Manual Recovery to the Same Master Nodes When Databases Are Corrupt

Failures can occur on both master nodes so that the databases are corrupt. You can recover to the same master nodes.

To recover to the same master nodes, perform the following steps:

  1. Ensure that the TimesTen daemon monitor (ttCRSmaster), replication agent and the cache agent are stopped and that applications are disconnected from both databases. This example uses the basicDSN database.
    ttCWAdmin -stop -dsn basicDSN
  2. On the node where you want the new active database to reside, destroy the databases by using the ttDestroy utility.
    ttDestroy basicDSN
  3. Restore the backup database.
    ttCWAdmin -restore -dsn basicDSN
    
  4. If there are cache groups in the database, drop and re-create the cache groups.
  5. Re-create the active standby pair replication scheme.
    ttCWAdmin -create -dsn basicDSN
  6. Start the active standby pair replication scheme.
    ttCWAdmin -start -dsn basicDSN

Manual Recovery When RETURN TWOSAFE Is Configured

You can configure an active standby pair to have a return service of RETURN TWOSAFE.

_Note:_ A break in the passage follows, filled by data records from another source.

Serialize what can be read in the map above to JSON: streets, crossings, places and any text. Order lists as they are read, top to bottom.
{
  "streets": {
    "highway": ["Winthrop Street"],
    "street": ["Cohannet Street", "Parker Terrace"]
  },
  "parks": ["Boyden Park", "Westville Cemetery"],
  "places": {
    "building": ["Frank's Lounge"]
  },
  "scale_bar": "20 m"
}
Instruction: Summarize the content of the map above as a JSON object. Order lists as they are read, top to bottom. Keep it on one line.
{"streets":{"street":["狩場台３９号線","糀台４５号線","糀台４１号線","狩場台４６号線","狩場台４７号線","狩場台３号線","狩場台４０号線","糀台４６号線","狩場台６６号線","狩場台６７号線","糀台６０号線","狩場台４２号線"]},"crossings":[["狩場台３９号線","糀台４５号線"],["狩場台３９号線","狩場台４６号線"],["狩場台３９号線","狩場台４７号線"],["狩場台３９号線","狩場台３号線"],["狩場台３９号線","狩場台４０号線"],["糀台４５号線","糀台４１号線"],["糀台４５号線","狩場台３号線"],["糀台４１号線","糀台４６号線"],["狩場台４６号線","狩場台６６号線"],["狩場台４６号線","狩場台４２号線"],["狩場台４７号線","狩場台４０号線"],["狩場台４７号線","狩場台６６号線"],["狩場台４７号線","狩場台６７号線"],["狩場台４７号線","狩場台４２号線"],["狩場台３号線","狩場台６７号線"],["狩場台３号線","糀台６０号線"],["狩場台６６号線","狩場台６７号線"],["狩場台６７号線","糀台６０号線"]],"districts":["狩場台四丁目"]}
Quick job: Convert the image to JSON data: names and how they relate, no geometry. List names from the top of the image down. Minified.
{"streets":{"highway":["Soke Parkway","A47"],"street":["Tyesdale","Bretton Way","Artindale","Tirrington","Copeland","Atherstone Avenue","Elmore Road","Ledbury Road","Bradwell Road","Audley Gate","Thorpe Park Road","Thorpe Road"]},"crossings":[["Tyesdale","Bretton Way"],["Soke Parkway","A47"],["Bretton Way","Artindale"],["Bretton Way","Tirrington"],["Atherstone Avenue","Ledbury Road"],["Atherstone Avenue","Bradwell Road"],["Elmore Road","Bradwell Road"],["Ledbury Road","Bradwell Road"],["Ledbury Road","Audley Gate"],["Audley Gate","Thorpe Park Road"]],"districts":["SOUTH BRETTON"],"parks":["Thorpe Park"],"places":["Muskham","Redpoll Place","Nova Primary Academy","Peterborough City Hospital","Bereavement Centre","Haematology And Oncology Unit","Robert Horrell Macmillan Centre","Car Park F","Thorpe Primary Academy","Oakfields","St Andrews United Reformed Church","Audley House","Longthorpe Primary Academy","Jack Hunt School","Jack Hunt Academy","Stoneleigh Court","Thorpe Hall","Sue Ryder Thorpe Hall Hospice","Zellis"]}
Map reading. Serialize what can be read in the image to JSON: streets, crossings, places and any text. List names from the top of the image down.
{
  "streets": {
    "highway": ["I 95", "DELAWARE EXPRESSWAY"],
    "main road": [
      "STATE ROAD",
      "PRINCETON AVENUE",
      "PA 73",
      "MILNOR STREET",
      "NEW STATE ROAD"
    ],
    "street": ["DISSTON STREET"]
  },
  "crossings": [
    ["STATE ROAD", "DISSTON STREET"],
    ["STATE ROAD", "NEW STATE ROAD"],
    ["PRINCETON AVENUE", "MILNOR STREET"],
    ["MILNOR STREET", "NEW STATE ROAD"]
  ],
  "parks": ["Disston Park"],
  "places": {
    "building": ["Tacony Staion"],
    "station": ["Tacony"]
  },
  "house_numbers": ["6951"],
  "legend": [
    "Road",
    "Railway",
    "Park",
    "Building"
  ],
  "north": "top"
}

You configure RETURN TWOSAFE by using the ReturnServiceAttribute Clusterware attribute in the cluster.oracle.ini file.

This cluster.oracle.ini example includes backup configuration in case the database logs are not available:

[basicTwosafeDSN]
MasterHosts=host1,host2
ReturnServiceAttribute=RETURN TWOSAFE
RepBackupDir=/shared_drive/dsbackup
RepBackupPeriod=3600

Perform these recovery tasks:

  1. Ensure that the TimesTen daemon monitor (ttCRSmaster), replication agent and cache agent are stopped and that applications are disconnected from both databases.
    ttCWAdmin -stop -dsn basicTwosafeDSN
  2. Drop the active standby pair.
    ttCWAdmin -drop -dsn basicTwosafeDSN
  3. Decide whether the former active or standby database is more up to date and re-create the active standby pair using the chosen database. The command prompts you to choose the host on which the active database resides.
    ttCWAdmin -create -dsn basicTwosafeDSN

    If neither database is usable, restore the database from backups.

    ttCWAdmin -restore -dsn basicTwosafeDSN
  4. Start the active standby pair replication scheme.
    ttCWAdmin -start -dsn basicTwosafeDSN

When More Than Two Master Hosts Fail

Approach a failure of more than two master hosts as a more extreme case of dual host failure.

Use these guidelines:

  • Address the root cause of the failure if it is something like a power outage or network failure.

  • Identify or obtain at least two healthy hosts for the active and standby databases.

  • Update the MasterHosts and SubscriberHosts entries in the cluster.oracle.ini file.

  • See Manual Recovery for Advanced Availability and Manual Recovery for Basic Availability for guidelines on subsequent actions to take.

Perform a Forced Switchover After Failure of the Active Database or Host

If you want to force a switchover to the standby database without waiting for automatic recovery to be performed by TimesTen and Oracle Clusterware, you can write an application that uses Oracle Clusterware commands.

Perform the following:

  1. Use the crsctl stop resource command to stop the TimesTen daemon monitor (ttCRSmaster) resource on the active database. This causes the role of the standby database to change to active.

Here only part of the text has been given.